I'm in with you in the 'hope it implodes' club. Just out of spiteful resentment, I began hoping I may eventually get to see this arena thing of theirs get down to booking tractor pulls, mud wrestling, aging unemplyed 'not-has-been-because-he-never-was' type lounge acts, and flea markets. But I can cheerfully share the news that it seems they've already gotten down to the next best thing to that:
Barbra Streisand to perform at Las Vegas’ T-Mobile Arena this summer
Quote: LVRJShe first played the Riviera as Liberace’s “extra added attraction” in 1963.
Quote: DrawingDeadIt is true that it is not scarce, and so there's no sign of any current need to ration it by price. I'm in their biggest property right at the center of this regularly, generally on Saturdays, and have no trouble getting a convenient spot within a few dozen yards of the elevator, ever. Even after they've tied up many of the best spots as restricted only to leafy vehicles running on tofu or something, which are therefore never used at all.
I'm in with you in the 'hope it implodes' club. Just out of spiteful resentment, I began hoping I may eventually get to see this arena thing of theirs get down to booking tractor pulls, mud wrestling, aging unemplyed 'not-has-been-because-he-never-was' type lounge acts, and flea markets. But I can cheerfully share the news that it seems they've already gotten down to the next best thing to that:
Barbra Streisand to perform at Las Vegas’ T-Mobile Arena this summer
So I should go right by your name when looking for my +1 on my vip tickets, eh? Lol...
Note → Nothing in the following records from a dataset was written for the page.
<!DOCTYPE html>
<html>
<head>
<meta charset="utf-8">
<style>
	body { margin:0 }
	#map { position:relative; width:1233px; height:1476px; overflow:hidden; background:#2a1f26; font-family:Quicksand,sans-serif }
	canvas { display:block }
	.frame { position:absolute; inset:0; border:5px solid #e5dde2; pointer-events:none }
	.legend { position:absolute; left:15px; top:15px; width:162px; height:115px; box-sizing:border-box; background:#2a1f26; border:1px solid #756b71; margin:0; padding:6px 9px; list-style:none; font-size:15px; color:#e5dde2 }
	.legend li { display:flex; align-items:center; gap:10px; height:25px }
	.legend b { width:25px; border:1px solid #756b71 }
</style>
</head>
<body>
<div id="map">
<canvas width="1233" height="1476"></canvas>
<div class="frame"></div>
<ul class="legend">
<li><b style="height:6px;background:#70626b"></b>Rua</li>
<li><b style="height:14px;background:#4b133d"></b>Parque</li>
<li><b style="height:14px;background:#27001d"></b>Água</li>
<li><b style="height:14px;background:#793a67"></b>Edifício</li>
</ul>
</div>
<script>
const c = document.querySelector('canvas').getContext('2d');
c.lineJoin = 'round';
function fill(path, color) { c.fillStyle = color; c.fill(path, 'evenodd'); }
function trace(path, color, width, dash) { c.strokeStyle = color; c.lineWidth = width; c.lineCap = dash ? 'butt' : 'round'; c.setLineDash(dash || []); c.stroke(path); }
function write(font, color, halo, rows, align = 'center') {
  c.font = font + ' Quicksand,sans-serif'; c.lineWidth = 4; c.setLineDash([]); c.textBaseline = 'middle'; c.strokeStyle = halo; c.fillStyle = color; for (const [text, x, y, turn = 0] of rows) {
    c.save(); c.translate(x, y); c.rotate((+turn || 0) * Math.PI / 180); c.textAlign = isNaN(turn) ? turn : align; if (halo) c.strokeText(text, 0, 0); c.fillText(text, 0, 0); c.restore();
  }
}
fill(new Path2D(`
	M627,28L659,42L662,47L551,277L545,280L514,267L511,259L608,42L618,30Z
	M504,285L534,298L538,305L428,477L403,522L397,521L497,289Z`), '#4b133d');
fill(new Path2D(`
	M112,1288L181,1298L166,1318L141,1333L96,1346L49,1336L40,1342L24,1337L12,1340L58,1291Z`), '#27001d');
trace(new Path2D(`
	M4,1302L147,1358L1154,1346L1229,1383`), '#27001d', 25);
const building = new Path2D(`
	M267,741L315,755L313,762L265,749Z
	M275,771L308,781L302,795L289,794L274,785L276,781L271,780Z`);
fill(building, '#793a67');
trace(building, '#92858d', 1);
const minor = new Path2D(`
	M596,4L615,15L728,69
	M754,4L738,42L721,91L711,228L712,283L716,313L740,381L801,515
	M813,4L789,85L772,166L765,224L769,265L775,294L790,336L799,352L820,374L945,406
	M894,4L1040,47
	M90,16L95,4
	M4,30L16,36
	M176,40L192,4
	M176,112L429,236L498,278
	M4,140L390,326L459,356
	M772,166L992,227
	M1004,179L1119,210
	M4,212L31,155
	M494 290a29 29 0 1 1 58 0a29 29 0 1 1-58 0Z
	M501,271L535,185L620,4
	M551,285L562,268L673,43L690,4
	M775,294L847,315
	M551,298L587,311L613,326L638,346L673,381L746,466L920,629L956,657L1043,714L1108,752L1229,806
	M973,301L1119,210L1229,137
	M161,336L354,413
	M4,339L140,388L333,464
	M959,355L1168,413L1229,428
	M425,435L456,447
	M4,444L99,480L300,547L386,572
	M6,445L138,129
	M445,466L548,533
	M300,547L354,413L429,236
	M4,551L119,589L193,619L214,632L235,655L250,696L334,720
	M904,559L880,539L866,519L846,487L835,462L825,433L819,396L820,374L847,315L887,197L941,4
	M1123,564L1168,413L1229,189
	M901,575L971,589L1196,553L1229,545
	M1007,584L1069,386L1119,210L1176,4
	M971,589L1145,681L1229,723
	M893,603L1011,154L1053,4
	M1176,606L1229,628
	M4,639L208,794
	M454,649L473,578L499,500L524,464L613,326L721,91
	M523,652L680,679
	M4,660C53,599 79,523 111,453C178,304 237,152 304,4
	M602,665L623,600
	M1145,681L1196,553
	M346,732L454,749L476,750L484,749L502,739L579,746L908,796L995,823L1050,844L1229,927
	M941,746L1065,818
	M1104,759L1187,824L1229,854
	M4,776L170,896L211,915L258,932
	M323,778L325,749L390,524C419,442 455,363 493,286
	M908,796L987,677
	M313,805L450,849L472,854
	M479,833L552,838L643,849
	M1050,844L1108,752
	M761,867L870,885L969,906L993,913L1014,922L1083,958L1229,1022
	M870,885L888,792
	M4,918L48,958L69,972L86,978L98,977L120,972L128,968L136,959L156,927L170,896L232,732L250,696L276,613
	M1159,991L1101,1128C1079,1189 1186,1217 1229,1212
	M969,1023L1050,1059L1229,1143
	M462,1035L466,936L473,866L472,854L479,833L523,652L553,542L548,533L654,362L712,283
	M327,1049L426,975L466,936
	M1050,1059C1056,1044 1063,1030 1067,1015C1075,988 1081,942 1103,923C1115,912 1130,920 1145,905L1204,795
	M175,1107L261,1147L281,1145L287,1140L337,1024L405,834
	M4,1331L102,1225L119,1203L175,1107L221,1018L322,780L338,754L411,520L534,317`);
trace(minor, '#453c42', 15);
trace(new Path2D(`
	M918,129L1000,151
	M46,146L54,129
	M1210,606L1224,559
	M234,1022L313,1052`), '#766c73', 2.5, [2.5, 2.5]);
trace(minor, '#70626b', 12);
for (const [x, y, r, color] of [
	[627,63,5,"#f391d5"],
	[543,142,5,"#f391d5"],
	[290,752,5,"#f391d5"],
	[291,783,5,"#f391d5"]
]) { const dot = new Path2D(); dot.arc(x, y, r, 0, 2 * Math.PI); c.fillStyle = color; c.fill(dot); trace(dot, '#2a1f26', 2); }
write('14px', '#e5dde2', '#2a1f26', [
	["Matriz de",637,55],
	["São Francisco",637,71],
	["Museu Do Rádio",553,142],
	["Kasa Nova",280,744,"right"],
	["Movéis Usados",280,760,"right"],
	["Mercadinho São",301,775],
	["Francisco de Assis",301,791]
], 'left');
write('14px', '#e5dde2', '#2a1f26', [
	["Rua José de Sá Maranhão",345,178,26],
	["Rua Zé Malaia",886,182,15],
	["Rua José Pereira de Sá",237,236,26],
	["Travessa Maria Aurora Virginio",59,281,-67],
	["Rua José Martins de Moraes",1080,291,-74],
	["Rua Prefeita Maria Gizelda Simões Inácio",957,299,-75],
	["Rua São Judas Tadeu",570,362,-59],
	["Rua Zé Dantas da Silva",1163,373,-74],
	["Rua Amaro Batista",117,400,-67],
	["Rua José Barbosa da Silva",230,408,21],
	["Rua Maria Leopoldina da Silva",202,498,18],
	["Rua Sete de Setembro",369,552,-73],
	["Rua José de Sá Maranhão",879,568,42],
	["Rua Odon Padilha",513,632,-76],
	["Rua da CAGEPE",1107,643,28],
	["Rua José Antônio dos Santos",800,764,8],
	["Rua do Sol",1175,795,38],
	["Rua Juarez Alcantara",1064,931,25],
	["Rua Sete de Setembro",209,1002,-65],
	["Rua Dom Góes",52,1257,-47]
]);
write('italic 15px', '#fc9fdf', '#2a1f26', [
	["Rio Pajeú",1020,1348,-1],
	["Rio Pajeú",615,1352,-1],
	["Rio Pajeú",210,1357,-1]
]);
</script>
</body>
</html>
I have magic powers to see the future. My mind flashed on almost exactly that reply the instant I hit "POST." You may have my customary spot, 3rd level Aria garage, north wall. You're welcome.Quote: beachbumbabsSo I should go right by your name when looking for my +1 on my vip tickets, eh? Lol...
EDIT: But I don't always see the past so well. In case it matters to you for some practical purpose, it seems my memory overstated some of those ballgame ticket prices earlier. I see one now at Busch that was only $22 with tax. The section number starts with a "3" so that one was pretty high up, and it was a Tuesday in August. But it was against the SF Giants, who are usually a pretty good draw. Maybe multiply that by about 3 or so for the same seat if it was postseason division playoff, or perhaps 4 if a NLCS, if not matched against people within < 5 hrs. driving distance attired in stuff representing little blue forest creatures.